In the west we depend quite a lot on migration and, unfortunately, still do, but during the winter months people were encouraged to come back to the country and seek employment, admittedly temporary, on minor relief schemes for the repair of accommodation roads, bog roads and for drainage work also. A considerable amount of money was spent and good done as a result because in many western counties, in practically every county in the west, we have minor roads which are not county roads and for which there is no fund on which we can draw for their repair and upkeep. This scheme whereby we could procure funds from the Office of Public Works was a good one. The official in charge is merely the Parliamentary Secretary to the Minister for Finance and the scheme was not administered by the Office of Public Works; it was the Department of Finance that made the moneys available. In my county the work was carried out under the supervision of the county and district engineers. The Board of Works had no engineers there other than those selecting the jobs to be done. Now these roads are left with grass growing on them, with potholes and rocks, and there are no funds available for repairs.

We did receive in Donegal approximately £66,000 for minor relief and rural improvement schemes and most of it was spent on the western seaboard in poor, congested areas, Gaeltacht areas. That money has been cut by half this year to £33,000 and extended to the entire county and if farmers with high valuation apply for what are now known as local improvements schemes grants and are willing to pay up to 25 per cent of the cost of the work I have no doubt they will get preference over unfortunate residents of congested areas and that very little of the money will trickle through to those for whom it was originally intended to fill lacunae in employment in the winter.
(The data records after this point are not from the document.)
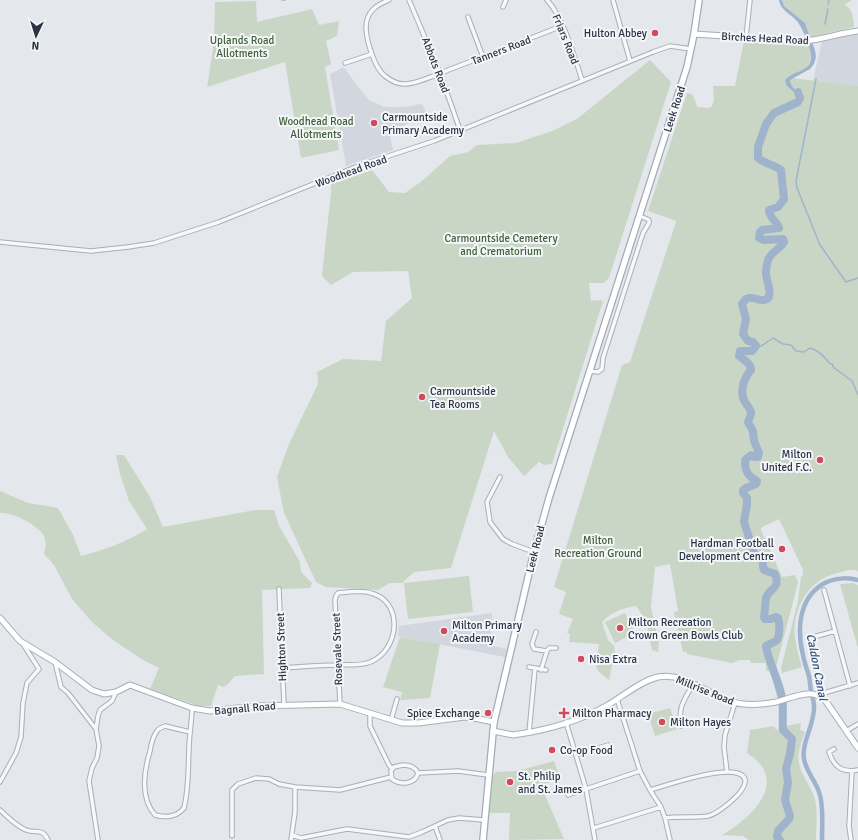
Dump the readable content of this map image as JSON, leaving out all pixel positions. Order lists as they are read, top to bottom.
{
  "streets": {
    "main road": ["Leek Road"],
    "street": [
      "Birches Head Road",
      "Friars Road",
      "Tanners Road",
      "Abbots Road",
      "Woodhead Road",
      "Highton Street",
      "Rosevale Street",
      "Millrise Road",
      "Bagnall Road"
    ]
  },
  "crossings": [
    ["Birches Head Road", "Leek Road"],
    ["Friars Road", "Tanners Road"],
    ["Friars Road", "Woodhead Road"],
    ["Tanners Road", "Abbots Road"],
    ["Abbots Road", "Woodhead Road"],
    ["Leek Road", "Woodhead Road"],
    ["Leek Road", "Millrise Road"],
    ["Leek Road", "Bagnall Road"],
    ["Highton Street", "Bagnall Road"],
    ["Rosevale Street", "Bagnall Road"]
  ],
  "water": ["Caldon Canal"],
  "parks": [
    "Uplands Road Allotments",
    "Woodhead Road Allotments",
    "Carmountside Cemetery and Crematorium",
    "Milton Recreation Ground"
  ],
  "places": {
    "other": [
      "Hulton Abbey",
      "Carmountside Primary Academy",
      "Carmountside Tea Rooms",
      "Milton United F.C.",
      "Hardman Football Development Centre",
      "Milton Recreation Crown Green Bowls Club",
      "Milton Primary Academy",
      "Nisa Extra",
      "Spice Exchange",
      "Milton Hayes",
      "Co-op Food",
      "St. Philip and St. James"
    ],
    "health": ["Milton Pharmacy"]
  },
  "north": "bottom"
}
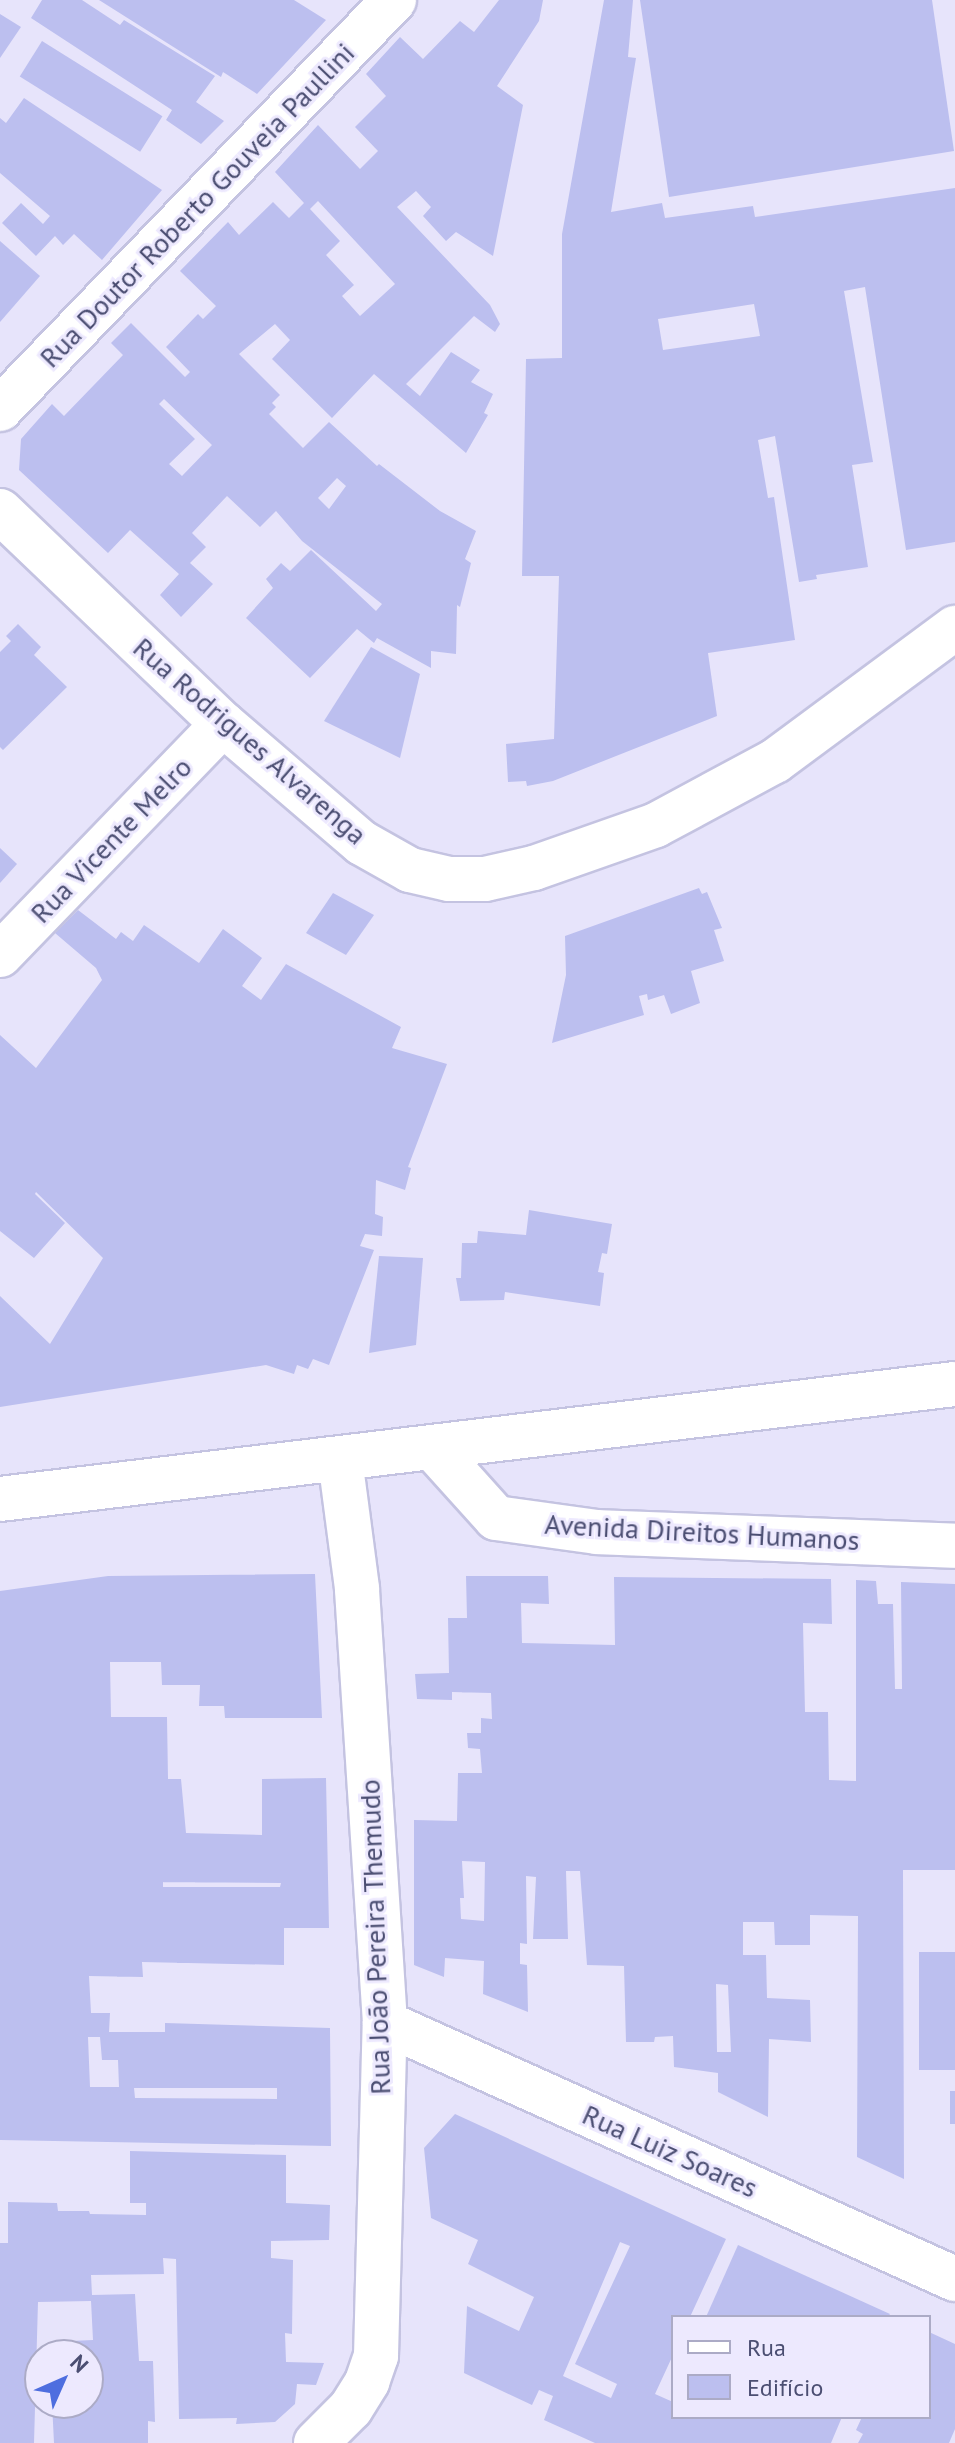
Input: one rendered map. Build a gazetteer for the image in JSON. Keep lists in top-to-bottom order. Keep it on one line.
{"streets":{"street":["Rua Doutor Roberto Gouveia Paullini","Rua Rodrigues Alvarenga","Rua Vicente Melro","Avenida Direitos Humanos","Rua João Pereira Themudo","Rua Luiz Soares"]},"crossings":[["Rua Rodrigues Alvarenga","Rua Vicente Melro"],["Rua João Pereira Themudo","Rua Luiz Soares"]],"legend":["Rua","Edifício"],"north":"top right"}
Last night I attended a Fine Gael meeting in the Gaeltacht village of Annagry and the sole complaint there was lack of funds to repair non-county roads. I went and saw some of the roads which were impassable for cars or other vehicles. Where will these people get money for such repairs? I was amazed to hear Deputy Geoghegan say they had already received an allocation for the local improvements schemes and were already spending the money. Donegal County Council have not received a penny and all applications received as a result of the scheme which was inaugurated last March or April are postponed pending completion of some schemes taken over from the Board of Works when the rural improvements schemes were transferred to the local authorities.

When will we get even this meagre £33,000? I know on my own coast of islands such as Arranmore and Inishfree which depend on minor relief grants for the upkeep of non-county roads. Some of these islands are not in the Gaeltacht and will not qualify for grants. It is a shame, in view of the flight from the Gaeltacht, that we are now leaving them short of money for the maintenance of roads that we made for them through minor relief schemes. I know the Parliamentary Secretary may later say they will provide funds for petty grants in the Gaeltacht area but, unfortunately, the Gaeltacht is dwindling in area and numerical strength and only small areas will benefit from Gaeltacht grants.

There is no winter employment in these congested areas. Most small crofters in the west win their own turf and depended on minor relief grants to get it from the bog when saved. They now depend on transport being provided other than the ass and cart or pony and cart. They have depended on tractors but the roads have become so impassable that it is impossible for tractors to use them. I know some people have to use a creel to bring turf to the county roads before a tractor can transport it home. That is very bad.

Most of the migrants can now afford a motor car and when they come home they bring it with them. It is purchased out of money earned in Britain. Many of them must park their cars from a half to one mile from their homes because they cannot drive cars on the roads formerly repaired by minor relief schemes. Some migrants refuse to come—can one blame them? —until such time as road relief grants are expended on these roads. Deputy Geoghegan said the people of Galway were taking advantage of the local improvements schemes grants to improve accommodation roads and that, when approved, local authorities would take over and maintain these roads. Is he serious? We have so many minor or county roads in our county still untarred, still not dust-free that we could not possibly take over many of these accommodation roads for the next 15 or 20 years and it will be longer unless the grant is restored to the original amount of £66,000 instead of £33,000.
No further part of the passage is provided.